Tan pronto como mi familia salió yo me fui andando hacia la casa de mis
tíos en el cerro Las Colinas de Viña. Tras unos veinte
minutos de caminar, me reuní con ellos.
En ese entonces esa noche era como mágica. Vestíamos nuestros
trajes domingueros, camisa, corbata, zapatos brillantes
y esperábamos robar algún beso a alguna niña al abrazarla
para desearle que empezara un buen Año Nuevo.
Y las esperanzas estaban bien fundamentadas: cerca de
la casa de Lenín había varias amigas de él, alumnas del
Liceo de
Niñas de Viña del Mar, que ya le habían sido previamente
presentadas.
Cenamos con mis tíos como a las once de la noche y luego, a las doce,
los tradicionales abrazos entre todos.
De ahí a saludar a las amigas. No pasó nada especial. Ni un beso
robado, sólo abrazos y sonrisas. Después de unos cuantos
minutos de conversación en la puerta de su casa, nos fuimos de regreso.
Mi primo era muy aficionado a hacer experimentos eléctricos:
había armado dos radios que funcionaban con una piedra
galena, que permitía escuchar con audífonos las emisoras más
potentes que esa noche, en forma especial, transmitían hasta
las dos de la madrugada. Así es que ahí nos quedamos escuchando
música. Terminaron
los programas y seguimos conversando,
mientras mirábamos hacia la bahía de Valparaíso. Aún
surcaban el cielo algunos fuegos artificiales de esos que se elevan muy
alto antes de estallar, conocidos como “voladores”.
De pronto, allá sobre Valparaíso, a unos quince kilómetros
de distancia nuestra surgió un resplandor. Pudimos apreciar una claridad
que
se mantuvo largo rato. Luego aparecieron unas llamas que, vistas desde tan lejos,
parecían elevarse unos tres o cuatro centímetros sobre
el horizonte
— Parece que hay un incendio. — Dijo Lenín.
— Así parece. — Dije. — Pero no es en Playa Ancha.
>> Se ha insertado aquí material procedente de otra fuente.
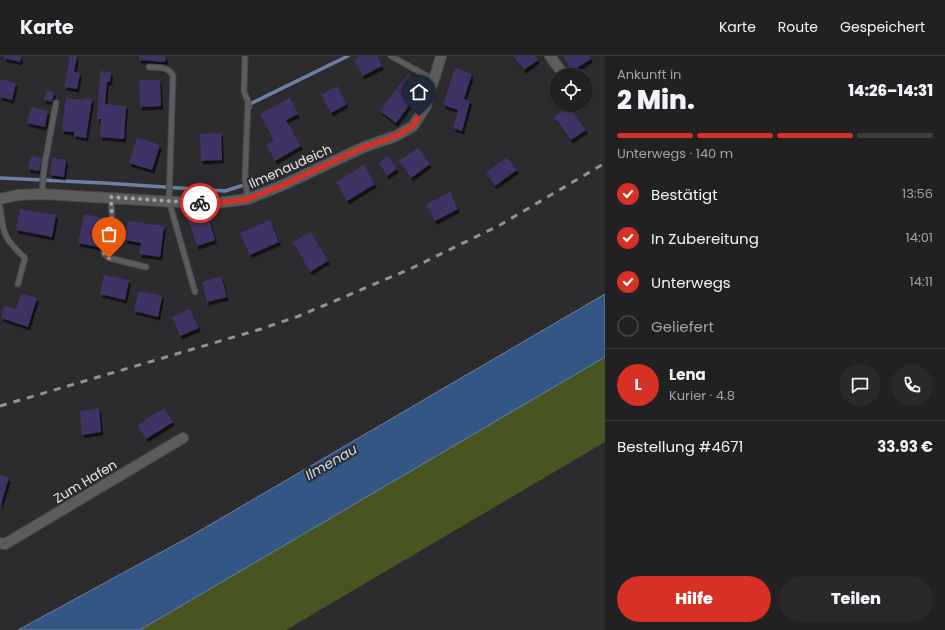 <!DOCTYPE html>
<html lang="de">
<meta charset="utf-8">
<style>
:root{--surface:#212022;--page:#29282a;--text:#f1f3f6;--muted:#a2a3a5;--line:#3e3e40;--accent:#d93025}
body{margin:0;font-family:Poppins,sans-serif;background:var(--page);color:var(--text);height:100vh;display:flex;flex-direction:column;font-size:15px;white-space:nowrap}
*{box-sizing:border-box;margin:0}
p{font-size:13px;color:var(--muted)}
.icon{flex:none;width:22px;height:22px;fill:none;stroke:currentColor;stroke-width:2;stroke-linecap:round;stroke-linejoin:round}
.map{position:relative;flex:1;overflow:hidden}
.sheet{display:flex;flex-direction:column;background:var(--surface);width:340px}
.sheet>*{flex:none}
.fabs{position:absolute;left:549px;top:12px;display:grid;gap:8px}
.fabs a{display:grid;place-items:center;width:44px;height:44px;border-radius:50%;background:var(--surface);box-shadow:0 1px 3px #0004,0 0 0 1px var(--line);font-size:20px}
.pin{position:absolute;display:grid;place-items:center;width:34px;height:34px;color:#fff;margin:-41px -17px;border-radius:50% 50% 50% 0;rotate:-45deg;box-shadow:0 0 4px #0007}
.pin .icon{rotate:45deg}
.courier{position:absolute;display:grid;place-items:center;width:40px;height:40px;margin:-20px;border:3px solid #d93025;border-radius:50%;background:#fff;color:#222;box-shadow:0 1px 5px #0007}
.summary em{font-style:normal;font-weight:800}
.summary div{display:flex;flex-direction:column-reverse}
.summary{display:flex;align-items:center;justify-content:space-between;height:68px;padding:0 12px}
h1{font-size:26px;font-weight:800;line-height:30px}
.bar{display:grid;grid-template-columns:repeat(4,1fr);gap:6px 4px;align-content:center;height:48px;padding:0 12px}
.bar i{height:5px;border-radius:3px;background:var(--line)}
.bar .selected{background:var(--accent)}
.bar p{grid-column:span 4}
.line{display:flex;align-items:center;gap:10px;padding:0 12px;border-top:1px solid var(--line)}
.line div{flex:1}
.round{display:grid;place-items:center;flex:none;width:42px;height:42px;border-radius:21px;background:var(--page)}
ol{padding:0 12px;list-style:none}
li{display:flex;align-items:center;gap:12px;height:44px}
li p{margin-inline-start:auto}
li .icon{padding:4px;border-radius:50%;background:var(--accent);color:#fff;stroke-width:4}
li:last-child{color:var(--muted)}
li i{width:22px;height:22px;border:2px solid var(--line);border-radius:50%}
.action{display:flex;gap:8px;margin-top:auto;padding:8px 12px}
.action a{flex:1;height:46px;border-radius:24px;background:var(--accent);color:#fff;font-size:16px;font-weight:800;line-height:46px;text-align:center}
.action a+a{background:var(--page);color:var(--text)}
header{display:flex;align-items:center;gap:24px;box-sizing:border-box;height:56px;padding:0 20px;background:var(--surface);border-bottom:1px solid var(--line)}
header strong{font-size:19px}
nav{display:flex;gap:22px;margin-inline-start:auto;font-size:14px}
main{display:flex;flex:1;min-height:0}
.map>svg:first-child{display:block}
</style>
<header>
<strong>Karte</strong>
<nav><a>Karte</a><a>Route</a><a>Gespeichert</a></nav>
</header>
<main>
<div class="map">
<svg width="605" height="574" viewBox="0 0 605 574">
<defs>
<filter id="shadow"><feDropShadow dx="2" dy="3.5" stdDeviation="0" flood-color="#0009"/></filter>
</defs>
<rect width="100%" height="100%" fill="#2c2b2e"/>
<path fill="#485520" d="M605 301V386L286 574H140Z"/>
<path fill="#345684" stroke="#6a82a3" d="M605 238V301L140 574H18L189 481Z"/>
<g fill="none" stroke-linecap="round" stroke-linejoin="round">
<g stroke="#6a82a3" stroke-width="3.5">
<path d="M250 52V48L348 0"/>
<path d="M0 122 104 127 225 135 247 128"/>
</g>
</g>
<g fill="#403265" filter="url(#shadow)">
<path d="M4 0H21L20 6 4 2Z"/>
<path d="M70 0H77L74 16 80 17 77 33 64 31Z"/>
<path d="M139 0H166L165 6 139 4Z"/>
<path d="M361 0H377L382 10 363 20 354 4Z"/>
<path d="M513 0H535L538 4 524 14Z"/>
<path d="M563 0H589L591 3 572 15Z"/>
<path d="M455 12 472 18 464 43 470 45 462 75 453 72 458 54 443 49Z"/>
<path d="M100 15 111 16 110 26H107L105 48 126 50 124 83 100 81 101 63H97Z"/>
<path d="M408 18 424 30 396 67 380 55Z"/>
<path d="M0 23 16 27 12 44 0 41Z"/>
<path d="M139 24H160L161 50 140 51Z"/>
<path d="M337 30 347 48 331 57 321 39Z"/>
<path d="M47 34 54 36 52 46 44 44Z"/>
<path d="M66 42 85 44V42L92 43 86 82 74 80V76L62 75Z"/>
<path d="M290 42 298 58 286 64 301 90 275 105 266 88 274 84 260 58Z"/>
<path d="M568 50 586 74 571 84 554 61Z"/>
<path d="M31 51 48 55 45 71 27 67Z"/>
<path d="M221 77 222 104 201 105 200 78Z"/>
<path d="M137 81 160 89 152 114 129 107Z"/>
<path d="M418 92 430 108 411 122 399 105Z"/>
<path d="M31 100 42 102 39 115 28 113Z"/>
<path d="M388 100 397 113 387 120 379 107Z"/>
<path d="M507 101 517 114 495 130 486 117Z"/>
<path d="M52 102 66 104 64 121 50 119Z"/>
<path d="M364 109 375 128 347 145 336 126Z"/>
<path d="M450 136 458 153 435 165 426 148Z"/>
<path d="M20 153 56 159 52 181 16 174Z"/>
<path d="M207 157 215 184 197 190 188 163Z"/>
<path d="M84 158 104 162 98 191 78 187Z"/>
<path d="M270 164 279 186 250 199 240 177Z"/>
<path d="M128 165 164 170 160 201 139 198 141 187 125 184Z"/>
<path d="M311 176 328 205 310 216 293 186Z"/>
<path d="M104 219 129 224 125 244 100 238Z"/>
<path d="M221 220 227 241 207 246 202 226Z"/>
<path d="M139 235 162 240 158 261 134 255Z"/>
<path d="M21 237 37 242 28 271 1 262 4 250 16 253Z"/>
<path d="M190 253 199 272 180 280 172 261Z"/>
<path d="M99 352 101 376 82 379 80 355Z"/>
<path d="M164 352 173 366 146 383 137 369Z"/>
<path d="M0 419 9 422 0 451Z"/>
</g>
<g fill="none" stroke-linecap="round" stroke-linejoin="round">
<defs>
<g id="lane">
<path d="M245 0 244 36 248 45 245 122 248 143"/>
<path d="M391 0 434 24"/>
<path d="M149 11C158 12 169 10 173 20L169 145 195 236"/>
<path d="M42 138 44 112 56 47"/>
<path d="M111 141 112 161 105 185 104 198 109 202 146 211"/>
<path d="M0 151C3 178 5 184 25 202L18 228"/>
</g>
<g id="street">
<path d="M550 0 564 19"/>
<path d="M0 143 18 139 42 138 209 148 248 143 283 129 364 91 396 80 413 70 426 50 441 0"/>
<path d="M0 487 5 488 183 382"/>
</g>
</defs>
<use href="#lane" stroke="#474749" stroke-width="7"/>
<use href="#street" stroke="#474749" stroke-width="12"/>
<use href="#lane" stroke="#5c5b5e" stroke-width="5"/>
<use href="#street" stroke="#5c5b5e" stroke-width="10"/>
<path stroke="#939395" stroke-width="3" stroke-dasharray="7 7" stroke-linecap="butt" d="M0 350 261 273 299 260 410 213 500 169 605 107"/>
</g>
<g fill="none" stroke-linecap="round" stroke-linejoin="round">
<path stroke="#a6a6a8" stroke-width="4" stroke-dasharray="0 7.2" d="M109 202 104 198 105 185 112 161 111 141 200 147"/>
<path stroke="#d93025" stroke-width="5" d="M200 147 209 148 248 143 283 129 364 91 396 80 413 70 419 60"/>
</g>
<g text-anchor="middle" stroke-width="4" stroke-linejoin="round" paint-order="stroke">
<g font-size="13" fill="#e8e8ea" stroke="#2c2b2e">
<text transform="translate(290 110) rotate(-24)" y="5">Ilmenaudeich</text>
<text transform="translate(85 425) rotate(-31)" y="5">Zum Hafen</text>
</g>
<g font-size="14" font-style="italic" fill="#c5daf7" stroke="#2c2b2e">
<text transform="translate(331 406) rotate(-30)" y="5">Ilmenau</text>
</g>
</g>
</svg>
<div class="fabs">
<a><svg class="icon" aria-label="locate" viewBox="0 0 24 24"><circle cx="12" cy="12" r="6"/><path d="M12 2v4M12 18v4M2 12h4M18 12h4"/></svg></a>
</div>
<div class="pin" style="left:109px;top:202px;background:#ea580c"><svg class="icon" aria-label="bag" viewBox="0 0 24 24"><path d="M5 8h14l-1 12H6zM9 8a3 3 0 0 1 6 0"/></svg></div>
<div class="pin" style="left:419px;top:60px;background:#1f2937"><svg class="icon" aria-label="home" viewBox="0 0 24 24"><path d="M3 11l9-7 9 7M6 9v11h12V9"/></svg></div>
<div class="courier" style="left:200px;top:147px"><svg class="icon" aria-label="bike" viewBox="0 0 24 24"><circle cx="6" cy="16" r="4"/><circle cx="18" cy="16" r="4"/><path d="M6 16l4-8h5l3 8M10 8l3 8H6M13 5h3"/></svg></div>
</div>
<section class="sheet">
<div class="summary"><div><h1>2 Min.</h1><p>Ankunft in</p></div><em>14:26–14:31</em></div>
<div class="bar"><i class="selected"></i><i class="selected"></i><i class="selected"></i><i></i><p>Unterwegs · 140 m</p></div>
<ol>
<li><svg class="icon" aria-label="check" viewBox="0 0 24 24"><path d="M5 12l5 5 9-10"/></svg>Bestätigt<p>13:56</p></li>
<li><svg class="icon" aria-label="check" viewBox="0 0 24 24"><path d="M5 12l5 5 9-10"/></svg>In Zubereitung<p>14:01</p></li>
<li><svg class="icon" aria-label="check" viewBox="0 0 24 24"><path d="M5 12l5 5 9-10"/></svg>Unterwegs<p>14:11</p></li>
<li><i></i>Geliefert</li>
</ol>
<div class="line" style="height:72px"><b class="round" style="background:var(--accent);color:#fff">L</b><div><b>Lena</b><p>Kurier · 4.8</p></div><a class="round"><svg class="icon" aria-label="chat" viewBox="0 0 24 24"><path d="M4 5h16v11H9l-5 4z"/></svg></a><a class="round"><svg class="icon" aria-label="phone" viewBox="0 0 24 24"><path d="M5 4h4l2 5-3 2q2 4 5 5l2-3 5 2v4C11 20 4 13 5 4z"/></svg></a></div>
<div class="line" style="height:52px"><div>Bestellung #4671</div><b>33.93 €</b></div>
<div class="action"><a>Hilfe</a><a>Teilen</a></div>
</section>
</main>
Si fuera allá no lo veríamos.
— Claro que no.
Las llamas se mantuvieron vivas durante bastante tiempo. Entonces Lenín
se puso los fonos y trató de sintonizar alguna emisora
en la radio galena. Pero no logró escuchar nada. Mientras tanto las llamas
seguían aumentando de tamaño.
Pasado las tres de la mañana escuchamos una explosión tan fuerte,
como nunca habíamos oído antes.
Y vimos las llamas que parecieron elevarse hasta lo más alto del cielo.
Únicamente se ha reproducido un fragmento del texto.